> **Exercise details**:
Give a faithful, exact copy of all entries, minus the images.

*** Record set Section Begins ***

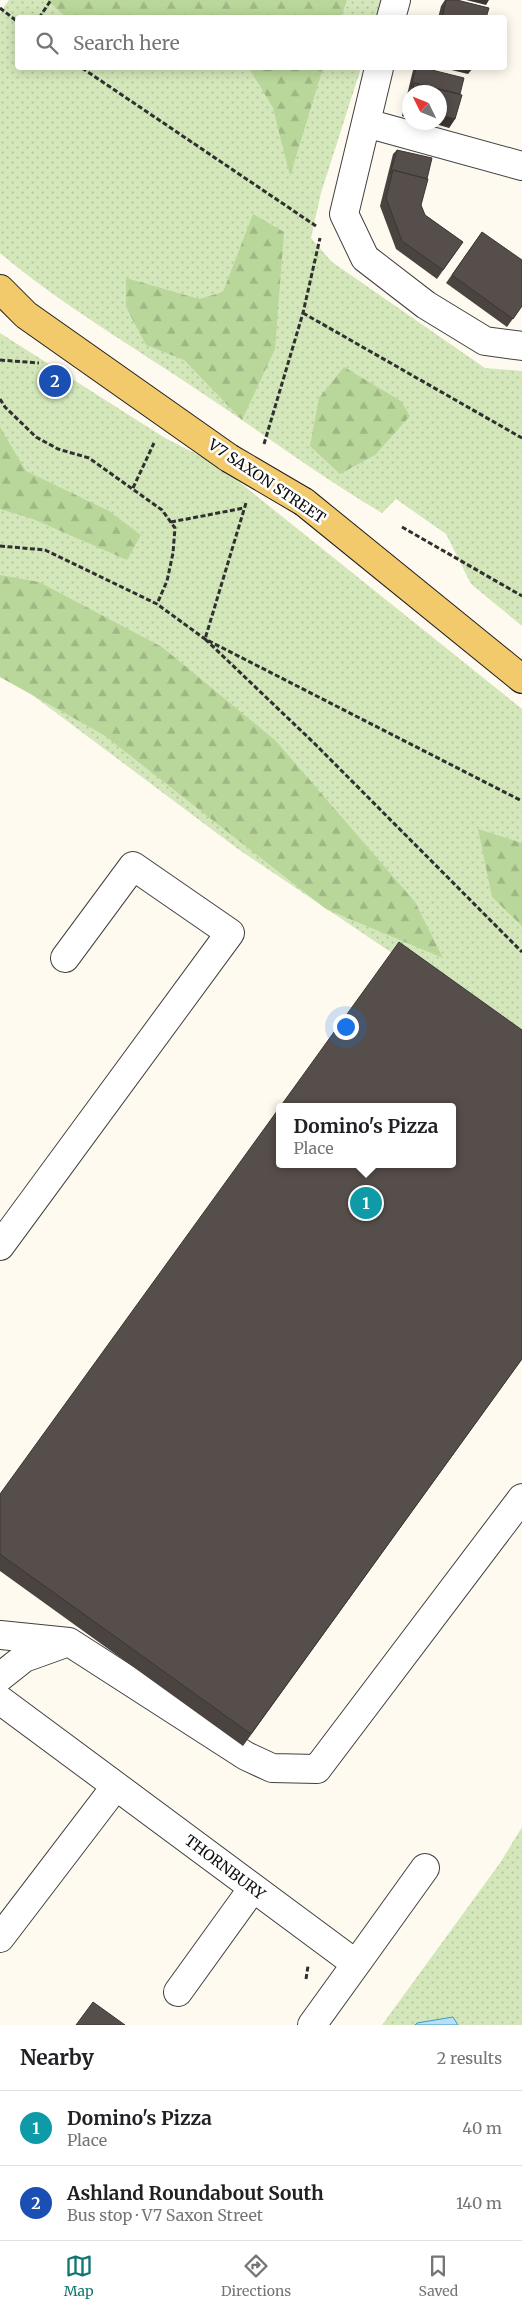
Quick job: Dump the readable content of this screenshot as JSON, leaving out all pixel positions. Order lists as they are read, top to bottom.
{
  "streets": {
    "main road": ["V7 SAXON STREET"],
    "street": ["THORNBURY"]
  },
  "north": "top left",
  "page": {
    "search": "Search here",
    "pins": ["2", "1"],
    "popup": ["Domino's Pizza", "Place"],
    "heading": ["Nearby", "2 results"],
    "list": [
      {
        "mark": "1",
        "name": "Domino's Pizza",
        "note": "Place",
        "value": "40 m"
      },
      {
        "mark": "2",
        "name": "Ashland Roundabout South",
        "note": "Bus stop · V7 Saxon Street",
        "value": "140 m"
      }
    ],
    "nav": ["Map", "Directions", "Saved"]
  }
}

*** Record set Section Ends ***

> **Reply**:
Quick job: Dump the readable content of this screenshot as JSON, leaving out all pixel positions. Order lists as they are read, top to bottom.
{
  "streets": {
    "main road": ["V7 SAXON STREET"],
    "street": ["THORNBURY"]
  },
  "north": "top left",
  "page": {
    "search": "Search here",
    "pins": ["2", "1"],
    "popup": ["Domino's Pizza", "Place"],
    "heading": ["Nearby", "2 results"],
    "list": [
      {
        "mark": "1",
        "name": "Domino's Pizza",
        "note": "Place",
        "value": "40 m"
      },
      {
        "mark": "2",
        "name": "Ashland Roundabout South",
        "note": "Bus stop · V7 Saxon Street",
        "value": "140 m"
      }
    ],
    "nav": ["Map", "Directions", "Saved"]
  }
}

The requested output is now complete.